• What you are asked to do: Although the records include pictures, print only the rest, exactly as written.

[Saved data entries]
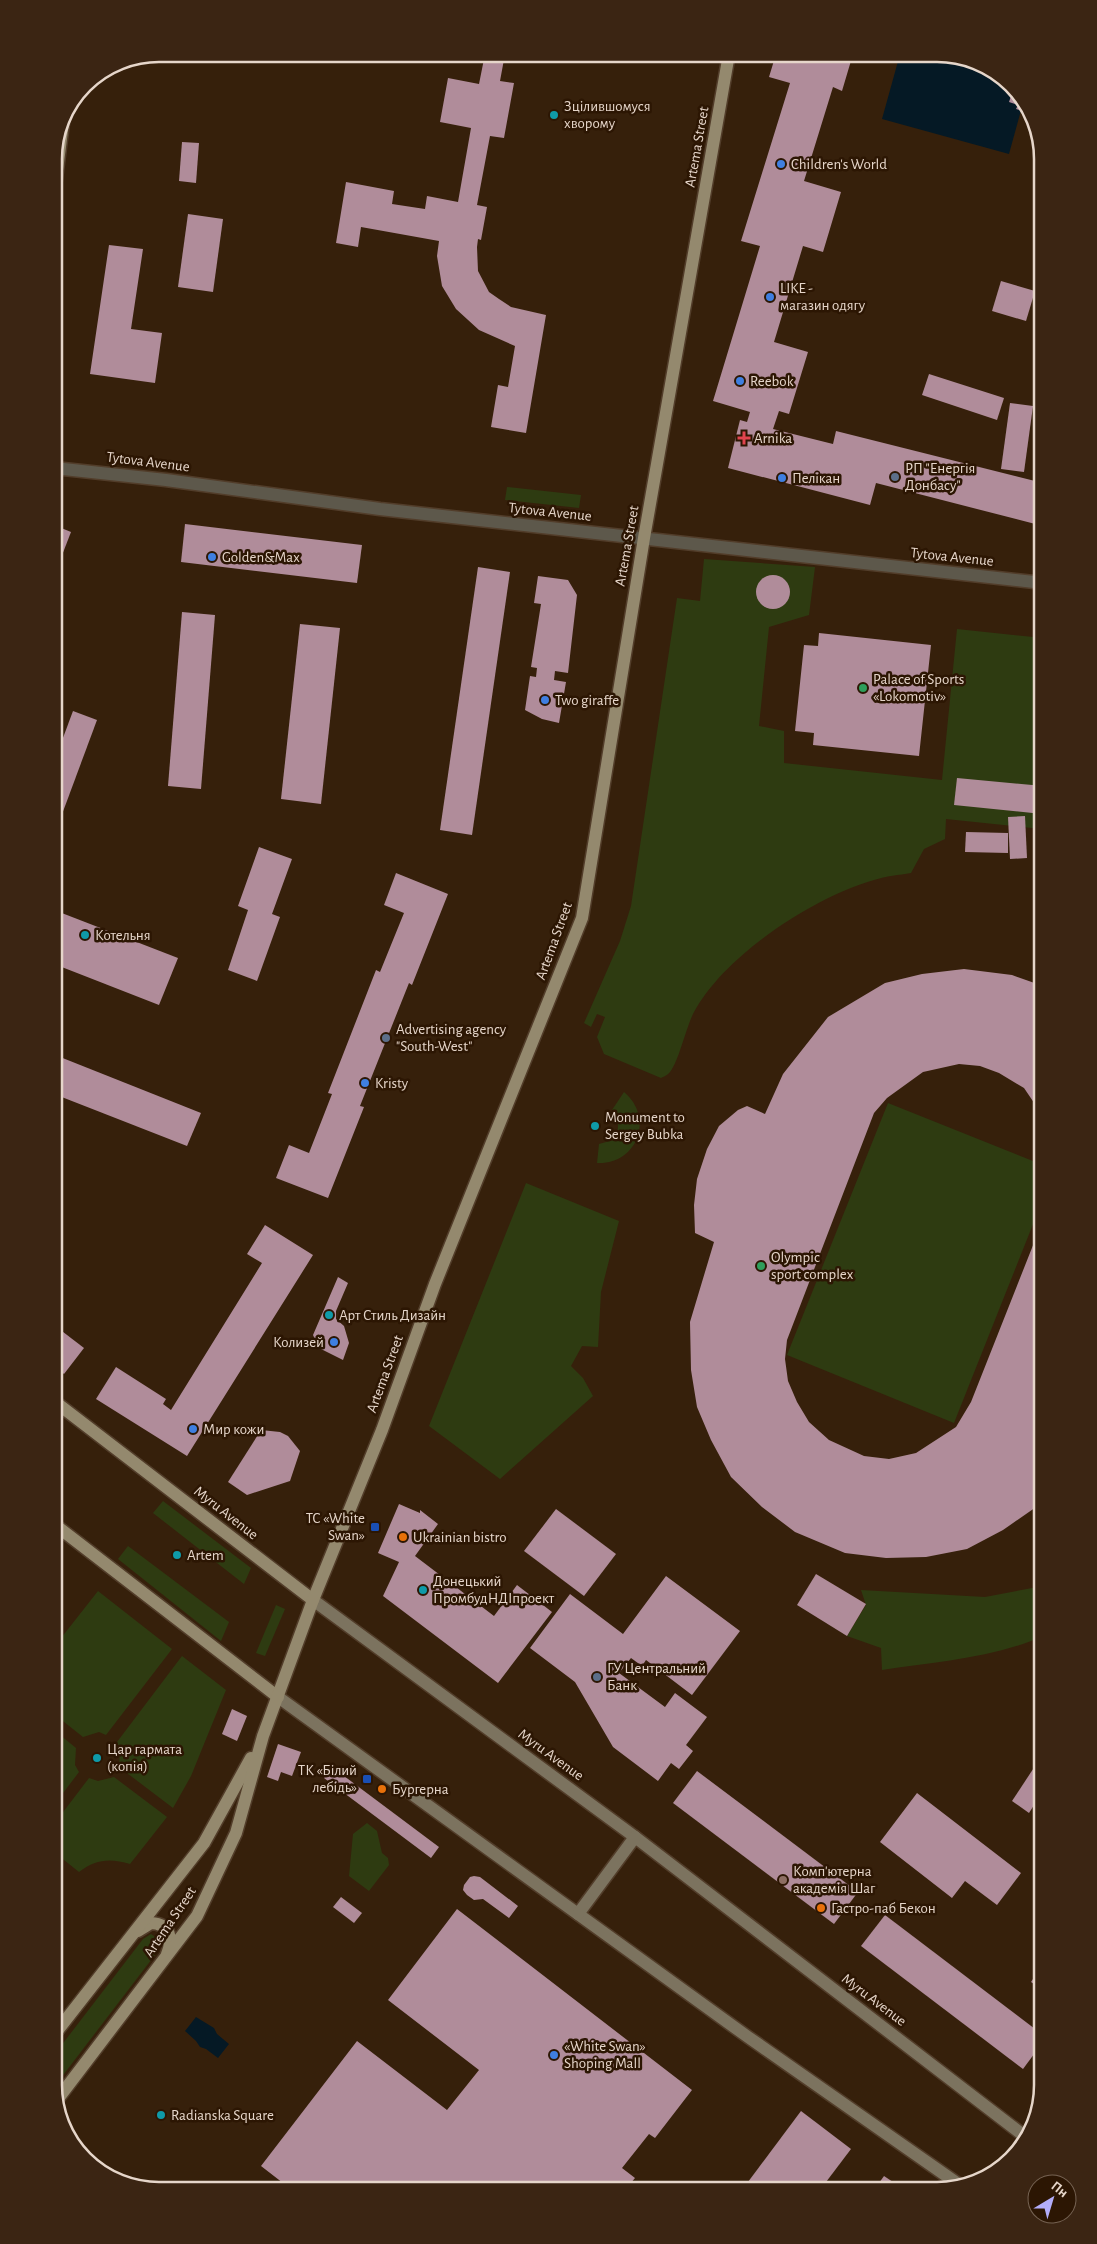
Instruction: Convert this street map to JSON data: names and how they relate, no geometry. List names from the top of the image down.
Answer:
{
  "streets": {
    "main road": ["Artema Street", "Myru Avenue"],
    "street": ["Tytova Avenue"]
  },
  "crossings": [
    ["Artema Street", "Tytova Avenue"],
    ["Artema Street", "Myru Avenue"]
  ],
  "places": {
    "other": [
      "Зцілившомуся хворому",
      "Children's World",
      "LIKE - магазин одягу",
      "Reebok",
      "РП \"Енергія Донбасу\"",
      "Пелікан",
      "Golden&Max",
      "Palace of Sports «Lokomotiv»",
      "Two giraffe",
      "Котельня",
      "Advertising agency \"South-West\"",
      "Kristy",
      "Monument to Sergey Bubka",
      "Olympic sport complex",
      "Арт Стиль Дизайн",
      "Колизей",
      "Мир кожи",
      "Ukrainian bistro",
      "Artem",
      "Донецький ПромбудНДІпроект",
      "ГУ Центральний Банк",
      "Цар гармата (копія)",
      "Бургерна",
      "Комп'ютерна академія Шаг",
      "Гастро-паб Бекон",
      "«White Swan» Shoping Mall",
      "Radianska Square"
    ],
    "health": ["Arnika"],
    "transit": ["TC «White Swan»", "ТК «Білий лебідь»"]
  },
  "north": "top right"
}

• The answer:
Instruction: Convert this street map to JSON data: names and how they relate, no geometry. List names from the top of the image down.
Answer:
{
  "streets": {
    "main road": ["Artema Street", "Myru Avenue"],
    "street": ["Tytova Avenue"]
  },
  "crossings": [
    ["Artema Street", "Tytova Avenue"],
    ["Artema Street", "Myru Avenue"]
  ],
  "places": {
    "other": [
      "Зцілившомуся хворому",
      "Children's World",
      "LIKE - магазин одягу",
      "Reebok",
      "РП \"Енергія Донбасу\"",
      "Пелікан",
      "Golden&Max",
      "Palace of Sports «Lokomotiv»",
      "Two giraffe",
      "Котельня",
      "Advertising agency \"South-West\"",
      "Kristy",
      "Monument to Sergey Bubka",
      "Olympic sport complex",
      "Арт Стиль Дизайн",
      "Колизей",
      "Мир кожи",
      "Ukrainian bistro",
      "Artem",
      "Донецький ПромбудНДІпроект",
      "ГУ Центральний Банк",
      "Цар гармата (копія)",
      "Бургерна",
      "Комп'ютерна академія Шаг",
      "Гастро-паб Бекон",
      "«White Swan» Shoping Mall",
      "Radianska Square"
    ],
    "health": ["Arnika"],
    "transit": ["TC «White Swan»", "ТК «Білий лебідь»"]
  },
  "north": "top right"
}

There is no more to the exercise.